Milestone 1: ccache for CMake (demo)
Done with quite a success. The Travis CI was relieved and you, as a developer benefit each time you switch a branch. Previous text: "I'd like the CMake script to automatically pick ccache and clcache, when it can find them in the PATH. This piece of software helps in reducing the compilation time of compilation units (.cpp files and all their included headers), when their content hasn't changed. This means, that the more forward declarations and fewer included headers your headers have, the more the ccache will be able to leverage your discipline. This is especially useful when switching between branches."

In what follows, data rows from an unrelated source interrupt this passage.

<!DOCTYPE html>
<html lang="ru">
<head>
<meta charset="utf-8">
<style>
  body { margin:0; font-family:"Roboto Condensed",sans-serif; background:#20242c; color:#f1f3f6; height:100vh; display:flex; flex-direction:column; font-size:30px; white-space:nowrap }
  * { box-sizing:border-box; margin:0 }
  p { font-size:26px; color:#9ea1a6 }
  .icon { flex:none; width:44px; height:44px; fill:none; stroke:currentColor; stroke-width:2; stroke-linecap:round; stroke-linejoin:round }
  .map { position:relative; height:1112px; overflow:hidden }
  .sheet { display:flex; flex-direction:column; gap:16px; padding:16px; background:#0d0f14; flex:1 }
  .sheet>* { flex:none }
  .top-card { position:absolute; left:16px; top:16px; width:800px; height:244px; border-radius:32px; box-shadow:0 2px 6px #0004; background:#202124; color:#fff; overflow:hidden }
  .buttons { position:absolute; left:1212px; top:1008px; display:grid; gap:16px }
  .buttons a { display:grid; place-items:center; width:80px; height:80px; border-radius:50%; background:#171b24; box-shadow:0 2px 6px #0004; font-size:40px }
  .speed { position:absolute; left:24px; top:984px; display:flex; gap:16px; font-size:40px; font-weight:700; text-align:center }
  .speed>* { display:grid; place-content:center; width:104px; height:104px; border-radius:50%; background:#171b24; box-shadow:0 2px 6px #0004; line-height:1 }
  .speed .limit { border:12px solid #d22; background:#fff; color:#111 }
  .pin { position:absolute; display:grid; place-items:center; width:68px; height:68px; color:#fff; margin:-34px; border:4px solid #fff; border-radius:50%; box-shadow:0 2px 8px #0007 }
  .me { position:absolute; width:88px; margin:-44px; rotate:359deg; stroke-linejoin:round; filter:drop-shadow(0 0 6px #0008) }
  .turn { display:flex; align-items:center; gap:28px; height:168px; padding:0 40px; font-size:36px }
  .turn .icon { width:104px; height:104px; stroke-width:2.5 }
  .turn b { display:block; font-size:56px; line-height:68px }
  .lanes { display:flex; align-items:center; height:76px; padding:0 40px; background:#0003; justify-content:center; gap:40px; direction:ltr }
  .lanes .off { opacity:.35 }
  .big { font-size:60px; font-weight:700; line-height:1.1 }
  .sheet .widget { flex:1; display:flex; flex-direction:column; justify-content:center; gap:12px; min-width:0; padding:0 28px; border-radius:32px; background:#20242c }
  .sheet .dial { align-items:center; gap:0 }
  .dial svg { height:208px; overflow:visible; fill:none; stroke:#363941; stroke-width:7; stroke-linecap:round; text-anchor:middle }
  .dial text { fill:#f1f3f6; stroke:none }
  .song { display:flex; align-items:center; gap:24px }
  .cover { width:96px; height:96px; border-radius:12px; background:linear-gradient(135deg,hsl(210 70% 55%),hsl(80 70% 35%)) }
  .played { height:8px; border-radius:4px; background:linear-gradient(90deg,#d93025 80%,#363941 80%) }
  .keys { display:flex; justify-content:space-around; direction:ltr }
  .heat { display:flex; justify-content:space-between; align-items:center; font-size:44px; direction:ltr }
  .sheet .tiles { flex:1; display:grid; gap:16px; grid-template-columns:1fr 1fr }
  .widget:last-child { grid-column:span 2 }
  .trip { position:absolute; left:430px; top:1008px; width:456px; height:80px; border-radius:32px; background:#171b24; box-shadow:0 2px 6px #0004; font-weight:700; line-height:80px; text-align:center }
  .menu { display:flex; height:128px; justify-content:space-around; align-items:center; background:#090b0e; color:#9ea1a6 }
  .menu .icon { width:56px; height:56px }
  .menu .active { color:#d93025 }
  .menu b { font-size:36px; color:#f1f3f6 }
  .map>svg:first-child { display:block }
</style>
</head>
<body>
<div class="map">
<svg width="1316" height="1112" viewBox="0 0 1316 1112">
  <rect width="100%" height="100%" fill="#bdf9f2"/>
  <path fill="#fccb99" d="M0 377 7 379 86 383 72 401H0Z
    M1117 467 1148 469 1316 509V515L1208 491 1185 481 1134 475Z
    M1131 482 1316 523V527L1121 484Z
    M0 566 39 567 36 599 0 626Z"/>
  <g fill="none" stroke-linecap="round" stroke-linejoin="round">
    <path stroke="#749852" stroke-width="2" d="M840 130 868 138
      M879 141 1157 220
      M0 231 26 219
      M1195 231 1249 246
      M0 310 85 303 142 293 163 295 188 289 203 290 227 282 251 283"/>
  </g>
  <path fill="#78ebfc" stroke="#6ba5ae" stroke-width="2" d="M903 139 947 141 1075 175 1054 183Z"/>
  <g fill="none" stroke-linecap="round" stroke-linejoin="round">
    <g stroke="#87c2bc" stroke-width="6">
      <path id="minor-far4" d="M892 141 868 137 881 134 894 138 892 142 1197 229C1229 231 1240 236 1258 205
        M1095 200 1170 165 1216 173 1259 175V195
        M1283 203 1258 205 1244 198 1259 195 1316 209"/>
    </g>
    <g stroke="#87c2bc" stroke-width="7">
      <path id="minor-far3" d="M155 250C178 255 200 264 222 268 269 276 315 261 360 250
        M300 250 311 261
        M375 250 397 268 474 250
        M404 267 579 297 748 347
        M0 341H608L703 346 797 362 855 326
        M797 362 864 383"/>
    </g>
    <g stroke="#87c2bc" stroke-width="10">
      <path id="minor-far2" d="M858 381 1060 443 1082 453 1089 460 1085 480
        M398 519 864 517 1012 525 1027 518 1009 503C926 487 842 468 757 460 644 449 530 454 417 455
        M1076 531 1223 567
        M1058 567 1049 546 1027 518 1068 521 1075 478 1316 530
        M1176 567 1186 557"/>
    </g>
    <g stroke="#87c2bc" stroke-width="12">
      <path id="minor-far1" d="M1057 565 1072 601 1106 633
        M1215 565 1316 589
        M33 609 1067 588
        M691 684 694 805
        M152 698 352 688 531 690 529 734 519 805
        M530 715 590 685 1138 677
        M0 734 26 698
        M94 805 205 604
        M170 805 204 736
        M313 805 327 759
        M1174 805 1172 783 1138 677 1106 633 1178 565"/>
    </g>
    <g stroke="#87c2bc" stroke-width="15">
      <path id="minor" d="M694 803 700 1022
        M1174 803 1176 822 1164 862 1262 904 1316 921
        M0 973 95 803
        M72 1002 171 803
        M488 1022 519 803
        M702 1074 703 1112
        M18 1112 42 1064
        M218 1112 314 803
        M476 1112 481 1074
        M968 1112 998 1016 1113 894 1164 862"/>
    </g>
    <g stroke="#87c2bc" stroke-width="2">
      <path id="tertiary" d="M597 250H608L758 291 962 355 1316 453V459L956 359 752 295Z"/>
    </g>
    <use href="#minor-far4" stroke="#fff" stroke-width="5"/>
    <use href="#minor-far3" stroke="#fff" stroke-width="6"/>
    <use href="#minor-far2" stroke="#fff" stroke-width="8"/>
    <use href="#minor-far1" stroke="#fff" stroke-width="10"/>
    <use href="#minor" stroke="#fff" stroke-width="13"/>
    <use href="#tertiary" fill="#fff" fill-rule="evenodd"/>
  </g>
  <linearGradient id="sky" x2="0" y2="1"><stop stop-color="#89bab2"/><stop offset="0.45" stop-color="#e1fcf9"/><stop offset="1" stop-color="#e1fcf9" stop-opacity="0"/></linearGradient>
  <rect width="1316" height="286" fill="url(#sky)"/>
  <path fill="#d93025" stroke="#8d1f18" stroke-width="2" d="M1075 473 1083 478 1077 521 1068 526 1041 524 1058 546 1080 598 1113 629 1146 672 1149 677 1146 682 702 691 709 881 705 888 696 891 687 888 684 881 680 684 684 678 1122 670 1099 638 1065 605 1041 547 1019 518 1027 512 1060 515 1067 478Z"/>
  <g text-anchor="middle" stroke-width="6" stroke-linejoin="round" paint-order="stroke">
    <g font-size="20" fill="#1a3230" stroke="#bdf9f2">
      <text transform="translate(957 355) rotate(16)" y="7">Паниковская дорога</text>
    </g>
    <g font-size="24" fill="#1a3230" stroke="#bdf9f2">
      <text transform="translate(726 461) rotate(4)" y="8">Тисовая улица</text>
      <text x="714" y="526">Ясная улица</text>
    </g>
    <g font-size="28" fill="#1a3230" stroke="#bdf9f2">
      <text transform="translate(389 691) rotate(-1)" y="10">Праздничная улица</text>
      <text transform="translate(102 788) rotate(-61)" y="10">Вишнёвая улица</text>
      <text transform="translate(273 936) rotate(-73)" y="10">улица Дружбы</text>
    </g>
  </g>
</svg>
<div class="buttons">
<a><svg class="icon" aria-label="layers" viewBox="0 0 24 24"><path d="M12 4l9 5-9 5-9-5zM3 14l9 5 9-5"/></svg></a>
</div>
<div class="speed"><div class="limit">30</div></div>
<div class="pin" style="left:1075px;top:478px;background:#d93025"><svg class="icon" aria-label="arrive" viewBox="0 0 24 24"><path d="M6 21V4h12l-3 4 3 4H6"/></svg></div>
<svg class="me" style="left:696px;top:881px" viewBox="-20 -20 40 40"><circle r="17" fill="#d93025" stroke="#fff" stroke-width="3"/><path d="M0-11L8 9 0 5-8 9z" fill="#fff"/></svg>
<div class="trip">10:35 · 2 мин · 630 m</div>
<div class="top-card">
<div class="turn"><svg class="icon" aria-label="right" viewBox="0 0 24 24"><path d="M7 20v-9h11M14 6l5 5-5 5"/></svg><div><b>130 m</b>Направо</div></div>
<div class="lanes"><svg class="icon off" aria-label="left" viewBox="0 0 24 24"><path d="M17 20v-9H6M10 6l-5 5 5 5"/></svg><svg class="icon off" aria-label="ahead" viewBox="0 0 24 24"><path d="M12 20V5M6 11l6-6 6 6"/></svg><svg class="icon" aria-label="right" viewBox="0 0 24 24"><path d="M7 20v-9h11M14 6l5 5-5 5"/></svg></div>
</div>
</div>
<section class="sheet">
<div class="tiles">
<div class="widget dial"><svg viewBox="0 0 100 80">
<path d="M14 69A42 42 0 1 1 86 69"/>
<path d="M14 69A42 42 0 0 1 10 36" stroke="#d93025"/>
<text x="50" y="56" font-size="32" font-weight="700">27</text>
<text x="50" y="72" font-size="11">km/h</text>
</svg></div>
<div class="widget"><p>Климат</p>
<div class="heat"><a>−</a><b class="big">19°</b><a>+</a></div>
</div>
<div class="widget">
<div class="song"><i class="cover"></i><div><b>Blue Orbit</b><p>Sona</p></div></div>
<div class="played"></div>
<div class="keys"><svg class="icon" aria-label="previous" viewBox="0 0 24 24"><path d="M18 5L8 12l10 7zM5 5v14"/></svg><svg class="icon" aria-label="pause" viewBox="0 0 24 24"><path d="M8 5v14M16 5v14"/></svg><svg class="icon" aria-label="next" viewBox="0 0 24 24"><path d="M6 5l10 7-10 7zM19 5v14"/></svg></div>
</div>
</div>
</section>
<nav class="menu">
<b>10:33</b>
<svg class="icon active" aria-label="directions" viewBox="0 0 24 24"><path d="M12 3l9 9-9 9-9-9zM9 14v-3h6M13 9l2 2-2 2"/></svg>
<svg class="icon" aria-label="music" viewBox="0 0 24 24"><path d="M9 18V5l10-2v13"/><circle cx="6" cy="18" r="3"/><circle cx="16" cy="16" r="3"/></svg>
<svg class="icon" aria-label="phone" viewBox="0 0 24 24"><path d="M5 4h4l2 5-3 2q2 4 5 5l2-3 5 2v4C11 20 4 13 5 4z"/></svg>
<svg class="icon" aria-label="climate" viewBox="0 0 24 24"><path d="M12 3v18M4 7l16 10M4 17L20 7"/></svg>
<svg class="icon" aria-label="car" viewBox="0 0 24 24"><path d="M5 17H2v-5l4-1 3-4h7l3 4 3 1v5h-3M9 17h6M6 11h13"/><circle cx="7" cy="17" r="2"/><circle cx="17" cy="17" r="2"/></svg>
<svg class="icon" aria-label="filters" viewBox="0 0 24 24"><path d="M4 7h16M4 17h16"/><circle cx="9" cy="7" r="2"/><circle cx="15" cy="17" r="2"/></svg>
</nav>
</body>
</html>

Milestone 2: Dynamic linkage
Static libraries tend to grow in sizes exponentially and slow down the generation of the final binaries. I would like to enable (opt-in) dynamic linkage in CMake for development purposes. Also whenever you are done writing a new test and would like to just modify the production code and just execute the test, the test binary can be made so, that it doesn't have to relink upon change of the production code's resulting shared library. This is quite a low hanging fruit. There are 70 CMakeLists.txt, so multiplying each one by 2 minutes gives 2.33h plus 0.30h for creating some framework for further such changes gives 2.83h, and that equals to 0.9 XMR.
Milestone 3: Automated reports of ClangBuildAnalyser and iwyy
Some advanced tools can be employed, that help in dynamic assessment of the quality of the code from many perspectives. For my purpose, I could use (ClangBuildAnalyzer)[https://github.com/aras-p/ClangBuildAnalyzer], which gives an objective truth about which parts of the code take longest time to compile. There's also CLang-based (Include What You Use)[https://include-what-you-use.org/] tool, which not only gives advice how to optimize the bottlenecks, but also tries to do it automatically (however it's better to use it just as a hint). And last but not least, there exist tools, which help finding dangerous constructs in the code, which could lead to segmentation faults at runtime. I'd like to use my low powered PCs to generate a daily report of the CLang tools and publish them to a dedicated webpage, that I'd manage. I will of course contribute the scripts, that generate the reports into the Monero source tree. Setting up the tools will take some time.